On Wed, Jul 28, 2004 at 12:24:07AM -0500, David Buttrick scratched on the wall:
> OK. I buy your comparisons. And it had gone past me that Xgrid is a
> grid, and not a cluster-in-the-Beowulf-sense. That's a really good
> distinction.
>
> There is one limitation though - Rendezvous. If you look at that, then
> an Xgrid has more a traditional cluster network topology.
> All the nodes are connected on a single subnet.
That's true, but you don't *have* to use Rendezvous. You can
manually configure systems that are not on your subnet.
Also, see information from session 504 ("Rendezvous Update") at WWDC.
> its about guaranteeing that a result comes from who it says it
> does - "formal membership" as you said below.
I guess that phrase could be used for a lot of things. As you said,
one way to see that is a set of "known" machines, even if they are
organized in a grid-like fashion. It can be taken much further than
that, however. Cluster machines tend to be dedicated. A machine
that is part of a cluster does absolutely nothing else. This is much
less true of Xgrid machines (or grid machines in general).

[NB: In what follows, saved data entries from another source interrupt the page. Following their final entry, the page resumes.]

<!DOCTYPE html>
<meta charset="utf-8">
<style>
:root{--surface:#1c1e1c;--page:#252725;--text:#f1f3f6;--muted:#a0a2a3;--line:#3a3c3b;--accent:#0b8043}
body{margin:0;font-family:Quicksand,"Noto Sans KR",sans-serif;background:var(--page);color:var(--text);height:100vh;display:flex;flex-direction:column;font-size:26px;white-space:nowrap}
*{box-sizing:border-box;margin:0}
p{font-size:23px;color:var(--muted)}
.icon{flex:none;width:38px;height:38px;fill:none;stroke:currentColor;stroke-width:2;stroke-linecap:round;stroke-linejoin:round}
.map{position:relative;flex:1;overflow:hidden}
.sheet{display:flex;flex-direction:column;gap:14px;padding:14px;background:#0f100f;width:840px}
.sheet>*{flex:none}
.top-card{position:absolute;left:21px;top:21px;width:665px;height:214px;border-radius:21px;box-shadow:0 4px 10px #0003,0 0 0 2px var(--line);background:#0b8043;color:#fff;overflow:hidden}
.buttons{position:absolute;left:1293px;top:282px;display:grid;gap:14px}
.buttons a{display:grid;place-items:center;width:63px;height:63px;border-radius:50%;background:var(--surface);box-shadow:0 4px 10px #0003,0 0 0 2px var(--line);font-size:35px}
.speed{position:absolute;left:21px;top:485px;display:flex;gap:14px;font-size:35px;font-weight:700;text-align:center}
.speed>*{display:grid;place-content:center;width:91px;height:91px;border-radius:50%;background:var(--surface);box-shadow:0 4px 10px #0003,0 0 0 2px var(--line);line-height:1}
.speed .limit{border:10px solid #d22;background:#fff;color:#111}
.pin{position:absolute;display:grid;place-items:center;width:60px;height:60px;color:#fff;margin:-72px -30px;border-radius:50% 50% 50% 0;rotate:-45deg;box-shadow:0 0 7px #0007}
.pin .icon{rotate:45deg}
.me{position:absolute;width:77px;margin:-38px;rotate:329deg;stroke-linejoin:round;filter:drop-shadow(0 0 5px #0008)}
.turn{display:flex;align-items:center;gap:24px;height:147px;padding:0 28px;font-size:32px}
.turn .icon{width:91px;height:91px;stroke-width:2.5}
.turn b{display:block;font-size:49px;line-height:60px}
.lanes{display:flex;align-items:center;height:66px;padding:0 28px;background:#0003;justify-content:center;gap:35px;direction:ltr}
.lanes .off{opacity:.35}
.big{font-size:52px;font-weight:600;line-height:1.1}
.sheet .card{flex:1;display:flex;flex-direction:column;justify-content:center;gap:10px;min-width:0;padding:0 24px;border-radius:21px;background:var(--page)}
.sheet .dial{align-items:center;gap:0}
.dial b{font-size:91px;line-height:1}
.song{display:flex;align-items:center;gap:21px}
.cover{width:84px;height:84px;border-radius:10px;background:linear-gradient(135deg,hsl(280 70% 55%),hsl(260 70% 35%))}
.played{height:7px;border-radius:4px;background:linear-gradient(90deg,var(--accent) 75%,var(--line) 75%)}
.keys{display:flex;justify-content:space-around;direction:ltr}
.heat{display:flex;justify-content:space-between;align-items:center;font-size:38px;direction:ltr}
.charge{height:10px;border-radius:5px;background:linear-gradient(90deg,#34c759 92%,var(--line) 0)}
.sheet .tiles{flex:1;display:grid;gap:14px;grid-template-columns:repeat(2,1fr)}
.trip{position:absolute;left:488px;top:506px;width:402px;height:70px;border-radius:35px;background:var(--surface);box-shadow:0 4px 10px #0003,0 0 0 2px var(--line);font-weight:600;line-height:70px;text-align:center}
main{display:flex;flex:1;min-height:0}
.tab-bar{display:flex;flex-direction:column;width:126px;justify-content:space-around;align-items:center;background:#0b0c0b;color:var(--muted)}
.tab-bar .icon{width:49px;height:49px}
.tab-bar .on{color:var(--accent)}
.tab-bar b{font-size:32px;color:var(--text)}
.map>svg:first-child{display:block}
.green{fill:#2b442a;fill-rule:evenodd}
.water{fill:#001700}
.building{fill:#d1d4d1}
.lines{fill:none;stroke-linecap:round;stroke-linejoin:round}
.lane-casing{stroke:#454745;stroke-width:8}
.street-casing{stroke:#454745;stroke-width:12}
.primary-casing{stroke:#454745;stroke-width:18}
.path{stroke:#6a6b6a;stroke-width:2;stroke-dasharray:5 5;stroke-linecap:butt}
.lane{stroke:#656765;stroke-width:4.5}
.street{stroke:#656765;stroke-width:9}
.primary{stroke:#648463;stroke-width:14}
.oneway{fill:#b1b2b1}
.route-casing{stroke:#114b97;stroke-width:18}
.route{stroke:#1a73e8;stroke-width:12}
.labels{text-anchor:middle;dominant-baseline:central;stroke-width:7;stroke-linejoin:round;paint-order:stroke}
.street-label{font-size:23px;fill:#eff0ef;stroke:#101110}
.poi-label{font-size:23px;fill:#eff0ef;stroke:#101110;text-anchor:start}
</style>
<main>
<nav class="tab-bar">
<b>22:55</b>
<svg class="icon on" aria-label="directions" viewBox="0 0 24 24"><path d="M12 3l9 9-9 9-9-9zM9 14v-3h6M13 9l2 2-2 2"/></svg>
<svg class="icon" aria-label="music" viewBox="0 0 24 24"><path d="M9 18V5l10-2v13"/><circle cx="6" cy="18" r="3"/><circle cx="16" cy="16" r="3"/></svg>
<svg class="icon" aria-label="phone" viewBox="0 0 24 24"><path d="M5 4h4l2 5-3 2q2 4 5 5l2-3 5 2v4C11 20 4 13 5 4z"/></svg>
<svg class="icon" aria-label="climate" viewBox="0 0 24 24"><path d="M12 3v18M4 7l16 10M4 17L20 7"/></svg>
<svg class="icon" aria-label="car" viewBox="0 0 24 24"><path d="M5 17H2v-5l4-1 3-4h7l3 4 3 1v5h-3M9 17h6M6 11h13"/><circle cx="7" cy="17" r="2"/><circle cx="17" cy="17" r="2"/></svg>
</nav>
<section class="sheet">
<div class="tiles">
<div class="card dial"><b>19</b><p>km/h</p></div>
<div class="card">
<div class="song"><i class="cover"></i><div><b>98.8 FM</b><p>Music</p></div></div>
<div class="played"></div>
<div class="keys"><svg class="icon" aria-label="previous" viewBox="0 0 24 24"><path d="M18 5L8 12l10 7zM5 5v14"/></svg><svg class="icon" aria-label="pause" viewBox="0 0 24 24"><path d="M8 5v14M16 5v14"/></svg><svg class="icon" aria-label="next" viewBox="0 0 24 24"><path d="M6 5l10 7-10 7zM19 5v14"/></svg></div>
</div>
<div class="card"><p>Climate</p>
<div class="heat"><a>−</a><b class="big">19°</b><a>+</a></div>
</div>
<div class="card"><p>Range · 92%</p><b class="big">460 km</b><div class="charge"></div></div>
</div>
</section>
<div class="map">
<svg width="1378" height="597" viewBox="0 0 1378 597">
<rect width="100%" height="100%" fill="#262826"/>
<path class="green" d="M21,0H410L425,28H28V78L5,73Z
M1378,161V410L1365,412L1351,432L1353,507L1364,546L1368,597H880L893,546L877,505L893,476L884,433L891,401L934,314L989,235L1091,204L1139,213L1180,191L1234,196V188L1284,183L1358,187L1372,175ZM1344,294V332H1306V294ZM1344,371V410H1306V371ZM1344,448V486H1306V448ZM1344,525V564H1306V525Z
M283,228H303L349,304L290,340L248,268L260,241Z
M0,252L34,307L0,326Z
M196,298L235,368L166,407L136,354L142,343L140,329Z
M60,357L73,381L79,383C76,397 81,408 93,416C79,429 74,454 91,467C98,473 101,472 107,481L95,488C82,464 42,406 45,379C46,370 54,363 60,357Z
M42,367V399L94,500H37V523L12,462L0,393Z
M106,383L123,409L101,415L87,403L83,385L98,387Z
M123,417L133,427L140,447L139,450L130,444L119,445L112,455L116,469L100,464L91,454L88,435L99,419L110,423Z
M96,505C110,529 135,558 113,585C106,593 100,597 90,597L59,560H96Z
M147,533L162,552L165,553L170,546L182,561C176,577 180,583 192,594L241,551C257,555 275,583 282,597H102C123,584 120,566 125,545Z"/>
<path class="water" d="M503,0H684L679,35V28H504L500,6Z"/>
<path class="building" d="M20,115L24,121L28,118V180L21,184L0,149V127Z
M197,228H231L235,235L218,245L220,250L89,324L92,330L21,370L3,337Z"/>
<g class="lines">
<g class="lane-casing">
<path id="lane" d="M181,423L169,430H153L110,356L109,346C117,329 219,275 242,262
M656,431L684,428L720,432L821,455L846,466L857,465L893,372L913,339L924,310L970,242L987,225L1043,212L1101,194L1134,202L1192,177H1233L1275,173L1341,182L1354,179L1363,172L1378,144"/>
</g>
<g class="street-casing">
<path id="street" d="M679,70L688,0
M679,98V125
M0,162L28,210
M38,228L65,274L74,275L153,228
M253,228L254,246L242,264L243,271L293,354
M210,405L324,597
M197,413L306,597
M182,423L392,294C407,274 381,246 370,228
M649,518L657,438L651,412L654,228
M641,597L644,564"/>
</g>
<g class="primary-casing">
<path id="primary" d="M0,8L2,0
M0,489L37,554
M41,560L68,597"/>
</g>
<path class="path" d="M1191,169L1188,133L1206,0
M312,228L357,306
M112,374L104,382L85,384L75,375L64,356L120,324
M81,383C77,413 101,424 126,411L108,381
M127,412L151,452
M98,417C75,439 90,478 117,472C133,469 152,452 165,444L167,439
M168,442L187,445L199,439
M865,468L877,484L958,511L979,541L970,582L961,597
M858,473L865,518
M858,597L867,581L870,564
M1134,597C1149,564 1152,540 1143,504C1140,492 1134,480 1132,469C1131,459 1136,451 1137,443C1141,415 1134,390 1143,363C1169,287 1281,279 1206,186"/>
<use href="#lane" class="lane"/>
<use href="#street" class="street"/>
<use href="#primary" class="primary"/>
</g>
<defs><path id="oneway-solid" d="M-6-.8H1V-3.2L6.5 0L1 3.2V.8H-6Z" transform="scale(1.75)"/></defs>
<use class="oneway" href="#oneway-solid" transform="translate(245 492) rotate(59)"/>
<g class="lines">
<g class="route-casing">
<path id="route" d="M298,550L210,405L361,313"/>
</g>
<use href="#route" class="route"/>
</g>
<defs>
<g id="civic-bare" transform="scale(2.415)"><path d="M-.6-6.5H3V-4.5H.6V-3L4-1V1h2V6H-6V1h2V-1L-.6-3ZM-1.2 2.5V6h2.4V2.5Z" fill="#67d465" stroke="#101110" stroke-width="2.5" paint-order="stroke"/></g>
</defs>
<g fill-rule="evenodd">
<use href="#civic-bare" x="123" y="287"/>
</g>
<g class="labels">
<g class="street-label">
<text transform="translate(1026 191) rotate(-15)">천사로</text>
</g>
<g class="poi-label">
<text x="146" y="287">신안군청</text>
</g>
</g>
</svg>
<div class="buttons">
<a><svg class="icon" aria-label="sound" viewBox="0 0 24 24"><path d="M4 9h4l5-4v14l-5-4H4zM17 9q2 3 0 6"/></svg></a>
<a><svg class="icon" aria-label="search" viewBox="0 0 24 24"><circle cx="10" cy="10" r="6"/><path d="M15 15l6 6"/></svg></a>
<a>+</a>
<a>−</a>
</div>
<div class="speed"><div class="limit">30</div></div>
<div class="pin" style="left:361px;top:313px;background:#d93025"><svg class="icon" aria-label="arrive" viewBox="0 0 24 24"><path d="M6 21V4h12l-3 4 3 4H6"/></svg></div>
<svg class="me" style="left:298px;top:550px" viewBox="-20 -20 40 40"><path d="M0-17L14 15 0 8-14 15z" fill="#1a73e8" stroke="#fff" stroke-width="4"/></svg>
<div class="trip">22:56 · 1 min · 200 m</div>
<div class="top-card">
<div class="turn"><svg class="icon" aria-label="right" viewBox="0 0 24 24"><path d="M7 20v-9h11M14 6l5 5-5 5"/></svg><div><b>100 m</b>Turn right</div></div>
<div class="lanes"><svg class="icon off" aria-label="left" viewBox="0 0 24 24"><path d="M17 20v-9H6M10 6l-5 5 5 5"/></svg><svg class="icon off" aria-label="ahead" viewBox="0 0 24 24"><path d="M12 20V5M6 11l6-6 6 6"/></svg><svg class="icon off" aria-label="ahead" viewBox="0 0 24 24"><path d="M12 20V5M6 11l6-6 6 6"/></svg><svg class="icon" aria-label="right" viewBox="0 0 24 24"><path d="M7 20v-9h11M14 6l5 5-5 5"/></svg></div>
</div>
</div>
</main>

Cluster
machines all tend to be managed by the same person (or group) and are
as "cookie cutter" as possible-- again, grid machines aren't.
In many ways I think it is fair to say that a cluster is just a
extremely organized and formalized grid-- or that a grid is a very
disorganized cluster-- but I'm sure the computer science types will
yell at me for such comments. I think you get what I mean, however.
-j
--
Jay A. Kreibich | Integration & Software Eng.